Abstract
In this work we describe the analgesic, anti-inflammatory and toxic activities as well as the phytochemical profile of the ethanol extract from Tabernaemontana catharinensis A. DC. (Apocynaceae) stem bark. Analgesic evaluation was carried out against chemical and thermal stimuli. Anti-inflammatory activity was investigated on carrageenan-induced edema in rats and toxicological studies (LD50) were conducted in mice. Phytochemical analyses were performed by standardized methodology. In an analgesic assay, acetic acid-induced writhings were significantly inhibited by extract doses of 37.5 mg/kg (40.97%), 75 mg/kg (77.70%) and 150 mg/kg (88.98%). A central analgesia was also observed using T. catharinensis extract at all doses tested, particularly noticed at 60 and 90 min following administration. The extract significantly reduced edema development by 30.35% (37.5 mg/kg), 34.46% (75 mg/kg), and 56.42% (150 mg/kg) when assessed 180 min following carrageenan intraplantar injection, demonstrating an effective anti-inflammatory action. The LD50 value was 2200 mg/kg. Phytochemical analyses of ethanol extract from Tabernaemontana catharinensis stem bark showed the presence of alkaloids and terpenoids, which may be responsible for the observed pharmacological activities described in this work.
Introduction
Tabernaemontana catharinensis A. DC. (syn, Tabernaemontana affinis Müll. Arg., Tabernaemontana australis Müll. Arg., and Tabernaemontana hilariana Müll. Arg.) (Apocynaceae) is a plant species known in Brazil as “leiteiro de vaca” (Cow’s udder), due to an intensive latex production by its aerial parts (CitationLeeuwenberg, 1994). T. catharinenis stem bark and roots have been used against snakebite envenomation in Brazil, Uruguay, Paraguay, and Argentina. Indeed, previous results have shown that T. catharinenis root bark extract neutralizes the lethality and myotoxicity induced by Crotalus durissus terrificus (South American rattlesnake) venom in rats, which were subsequently attributed to the action of the alkaloid 12-methoxy-4-methylvoachalotine (CitationBatina et al., 2000; CitationDe Almeida et al., 2004). Moreover, a partial neutralization of the myotoxic effects of Bothrops jararacussu snake venom and its myotoxins BthTX-I and BthTX-II by the aqueous extract of Tabernaemontana catharinensis was shown in rat isolated muscle preparations (CitationVeronese et al., 2005).
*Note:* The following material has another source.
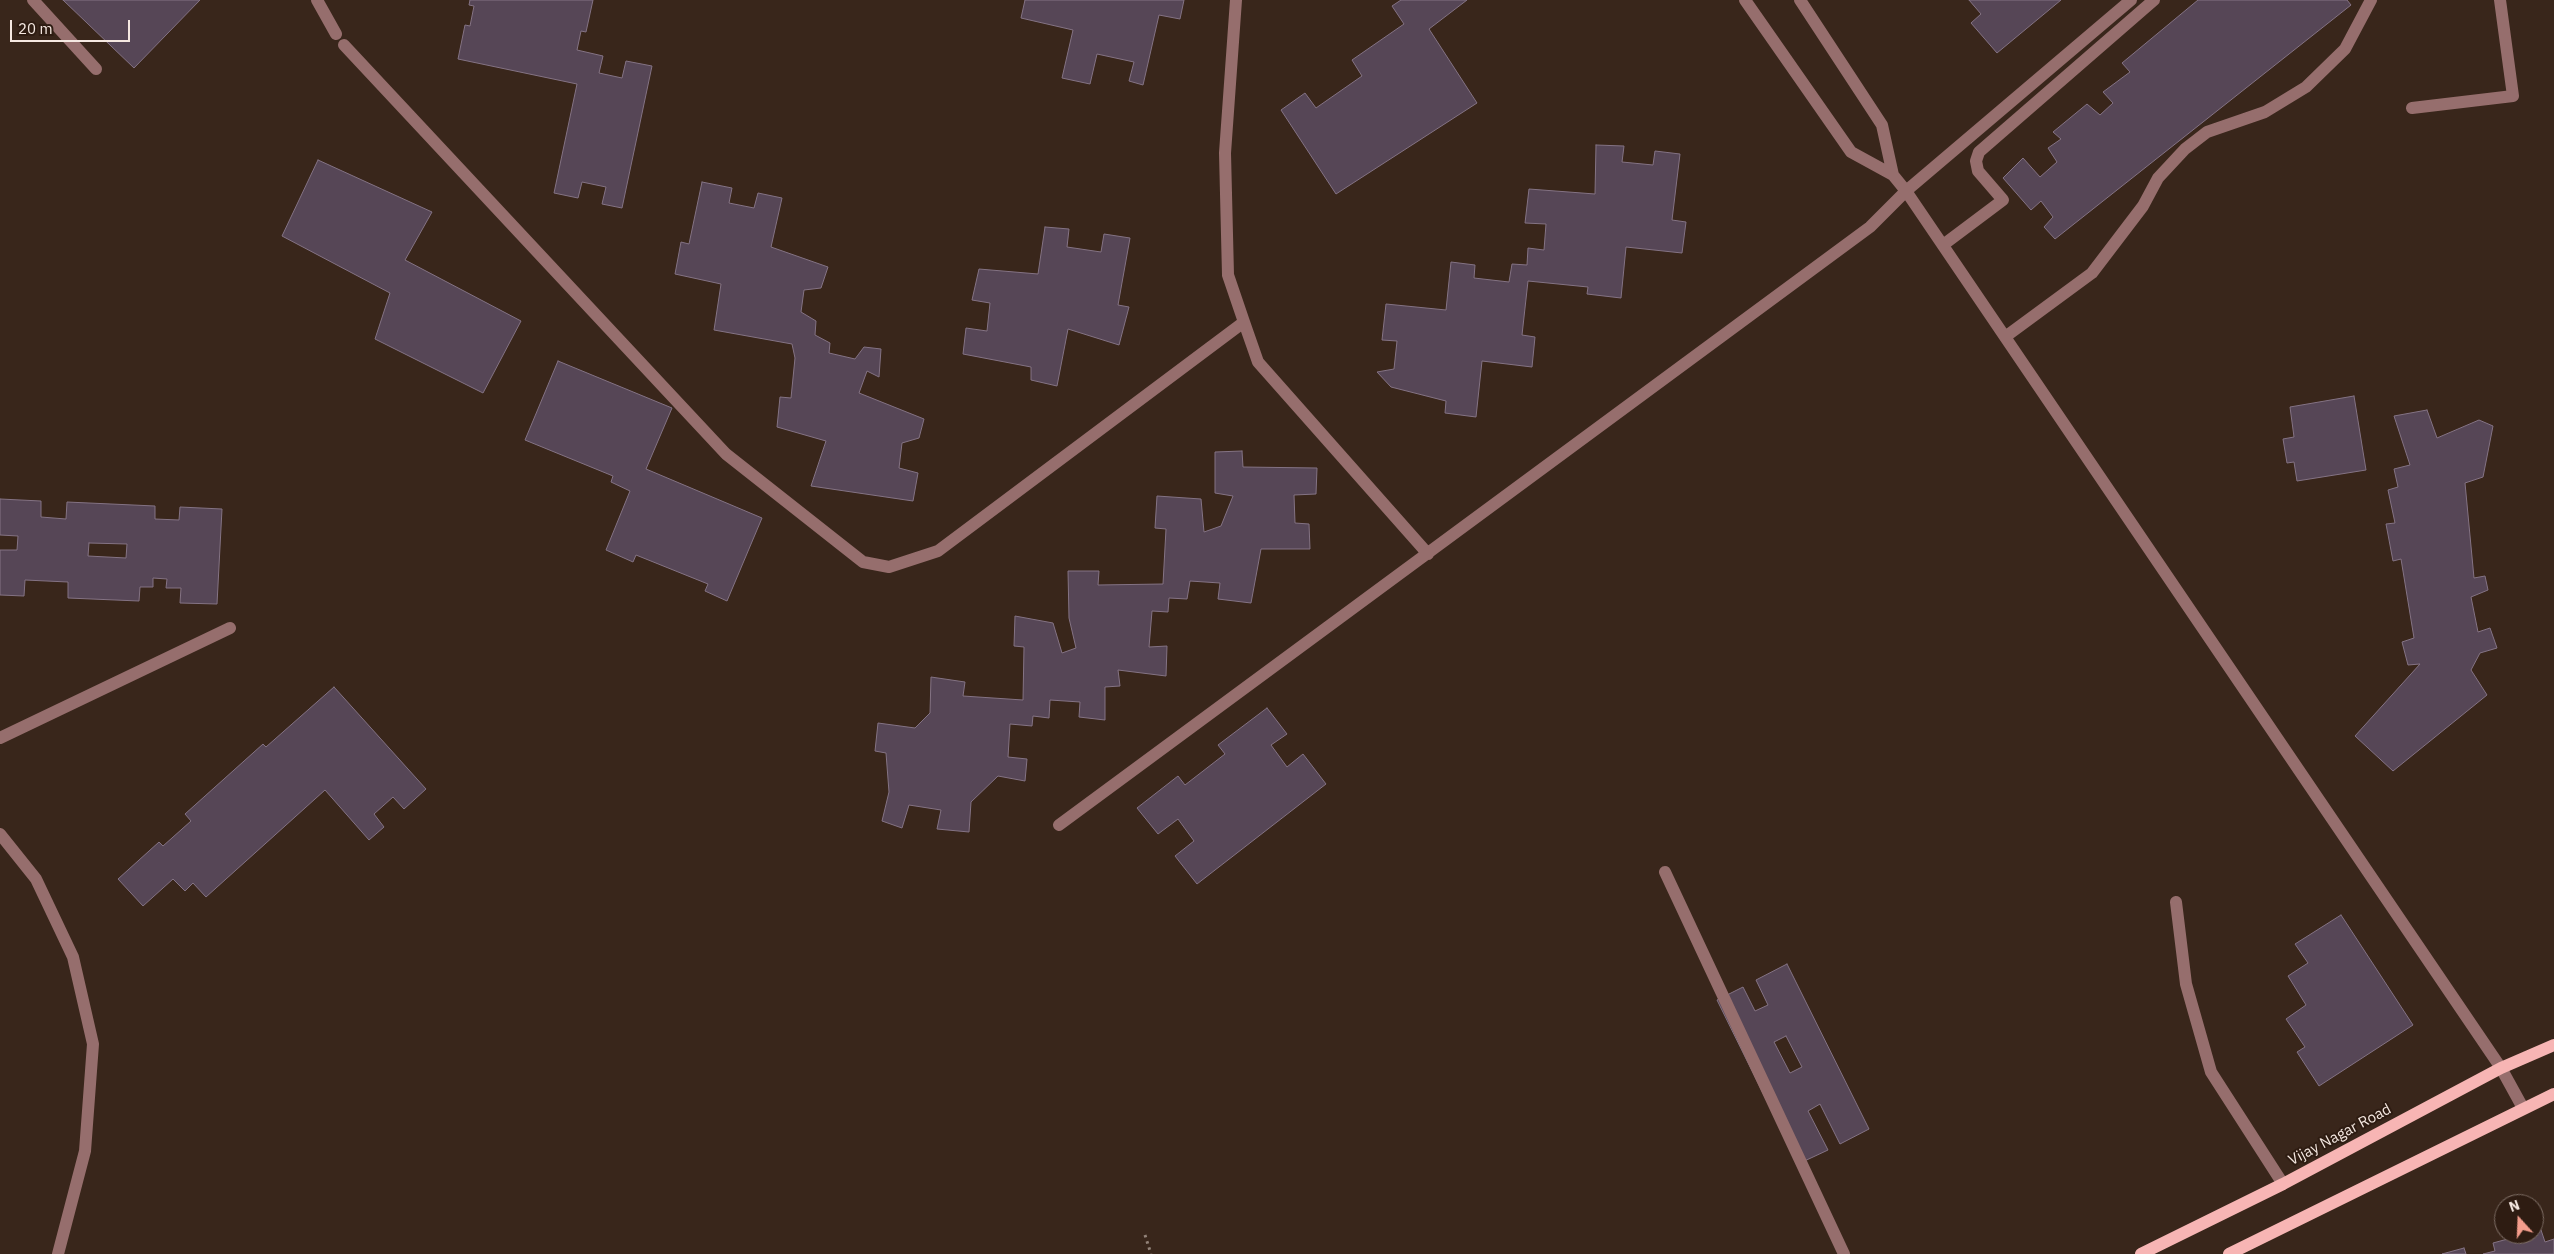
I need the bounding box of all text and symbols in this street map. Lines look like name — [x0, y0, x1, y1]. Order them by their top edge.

Genus Tabernaemontana encompasses several species that are traditionally used for the treatment of fever, acute or chronic pain, and dysentery (CitationLeeuwenberg, 1994). Phytochemical analysis of these plants has shown the presence of alkaloids and terpenoids possessing anti-inflammatory and analgesic properties, such as in T. pandacaqui and T. pachysiphon (CitationAchenbach et al., 1994; CitationNielsen et al., 1994; CitationIngkaninan et al., 1999; CitationTaesotikul et al., 2003). Moreover, several other alkaloids and terpenoids from the Apocynaceae family have been described as potential analgesic and anti-inflammatory compounds, as demonstrated by triterpenoids, lupeol acetate, α-amyrin and lupeol cinnamates, from Himatanthus sucuuba (CitationDe Miranda et al., 2000).
The aim of this work was to evaluate the analgesic and anti-inflammatory effects of T. catharinenis ethanol extract and to correlate these data with those obtained from phytochemical analysis.
Materials and methods
Materials
The following drugs were used. Acetic acid (Chemco, Campinas, Brazil), aspirin (Bayer, São Paulo, Brazil), carrageenan (Sigma, St. Louis, MO), indomethacin (Indocid®, Merck Sharp-Dolme, Cramlington, UK), morphine sulphate (Dimorf ®, São Paulo). Solvents were from Synth (São Paulo) and Polyoxyethylene Sorbitan Monolaurate (Tween® 20) from USB (Cleveland, Ohio).
Animals
Swiss albino male 18–25 g mice and Wistar albino 150–250 g male rats, bred at the University of São Paulo (Ribeirão Preto) or at ANILAB (Paulínia, Brazil), were used for pharmacological assays. Animals were housed in standard cages under a 12 h light/12 h dark cycle at a controlled temperature (21° ± 3°C) with free access to rat platelet food or water and acclimatized to the laboratory environment for at least 2 h prior to experiments. Animals were used only once. Pharmacological assays were performed in a sound-attenuated room at controlled temperature (20–22°C).
Efforts were made to avoid unnecessary stress and pain to the experimental animals. Experiments were performed according to the rules of the Brazilian Society of Neurosciences, which follow the guidelines for animal care prepared by the Committee on Care and Use of Laboratory Animal Resources, National Research Council, USA.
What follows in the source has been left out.